TASK TO CARRY OUT —
Some lines below hold "JSON". Pick them out and copy them.

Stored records
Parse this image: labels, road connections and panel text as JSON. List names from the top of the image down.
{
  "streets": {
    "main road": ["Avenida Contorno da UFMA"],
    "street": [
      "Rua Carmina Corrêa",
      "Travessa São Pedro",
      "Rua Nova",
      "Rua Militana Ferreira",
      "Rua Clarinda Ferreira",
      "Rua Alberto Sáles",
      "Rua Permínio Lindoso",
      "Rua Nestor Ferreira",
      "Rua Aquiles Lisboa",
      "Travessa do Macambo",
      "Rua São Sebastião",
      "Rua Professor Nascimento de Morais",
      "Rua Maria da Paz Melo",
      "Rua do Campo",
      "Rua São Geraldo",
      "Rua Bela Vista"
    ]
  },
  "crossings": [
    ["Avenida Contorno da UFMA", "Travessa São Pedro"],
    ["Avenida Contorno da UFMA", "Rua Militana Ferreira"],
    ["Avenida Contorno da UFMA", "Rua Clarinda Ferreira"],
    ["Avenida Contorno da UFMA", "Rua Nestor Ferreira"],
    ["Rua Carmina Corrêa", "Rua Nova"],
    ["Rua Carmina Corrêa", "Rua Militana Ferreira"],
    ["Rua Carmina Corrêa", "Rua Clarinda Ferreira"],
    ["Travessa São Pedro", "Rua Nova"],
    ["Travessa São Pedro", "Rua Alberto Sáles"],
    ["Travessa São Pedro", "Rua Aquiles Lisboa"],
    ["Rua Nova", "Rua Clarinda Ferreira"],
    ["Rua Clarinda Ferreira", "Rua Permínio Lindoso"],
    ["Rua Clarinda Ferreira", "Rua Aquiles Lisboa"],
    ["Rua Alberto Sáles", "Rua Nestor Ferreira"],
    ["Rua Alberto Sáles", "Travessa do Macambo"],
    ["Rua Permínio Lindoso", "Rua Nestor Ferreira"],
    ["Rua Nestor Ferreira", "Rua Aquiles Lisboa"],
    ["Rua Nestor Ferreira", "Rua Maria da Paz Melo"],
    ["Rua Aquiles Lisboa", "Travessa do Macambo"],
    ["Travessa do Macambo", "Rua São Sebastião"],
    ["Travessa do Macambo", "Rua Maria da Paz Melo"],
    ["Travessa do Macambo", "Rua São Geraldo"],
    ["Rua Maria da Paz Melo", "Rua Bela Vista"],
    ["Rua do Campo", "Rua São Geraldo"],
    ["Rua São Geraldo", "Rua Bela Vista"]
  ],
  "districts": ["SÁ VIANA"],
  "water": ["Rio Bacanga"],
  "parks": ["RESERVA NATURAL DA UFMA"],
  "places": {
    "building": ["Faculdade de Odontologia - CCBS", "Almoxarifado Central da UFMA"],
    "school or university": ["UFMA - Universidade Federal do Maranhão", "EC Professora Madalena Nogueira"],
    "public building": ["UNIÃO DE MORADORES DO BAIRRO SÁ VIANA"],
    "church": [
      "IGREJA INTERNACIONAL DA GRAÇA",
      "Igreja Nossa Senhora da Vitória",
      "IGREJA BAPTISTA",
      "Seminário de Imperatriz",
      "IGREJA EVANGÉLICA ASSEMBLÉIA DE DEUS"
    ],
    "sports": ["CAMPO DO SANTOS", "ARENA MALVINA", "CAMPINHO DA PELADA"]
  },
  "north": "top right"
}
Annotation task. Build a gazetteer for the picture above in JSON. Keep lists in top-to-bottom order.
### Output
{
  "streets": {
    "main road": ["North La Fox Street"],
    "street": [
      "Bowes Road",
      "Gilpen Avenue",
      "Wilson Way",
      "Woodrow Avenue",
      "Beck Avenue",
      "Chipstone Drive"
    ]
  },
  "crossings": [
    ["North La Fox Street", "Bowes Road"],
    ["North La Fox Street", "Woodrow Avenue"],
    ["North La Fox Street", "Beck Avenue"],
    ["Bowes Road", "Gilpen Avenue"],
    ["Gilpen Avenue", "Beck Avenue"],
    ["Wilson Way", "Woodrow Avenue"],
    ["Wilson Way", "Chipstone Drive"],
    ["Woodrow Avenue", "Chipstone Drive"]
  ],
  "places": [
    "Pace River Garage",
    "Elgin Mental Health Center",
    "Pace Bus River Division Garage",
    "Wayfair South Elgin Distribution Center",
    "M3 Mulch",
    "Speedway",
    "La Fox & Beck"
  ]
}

ANSWER BELOW —
Parse this image: labels, road connections and panel text as JSON. List names from the top of the image down.
Annotation task. Build a gazetteer for the picture above in JSON. Keep lists in top-to-bottom order.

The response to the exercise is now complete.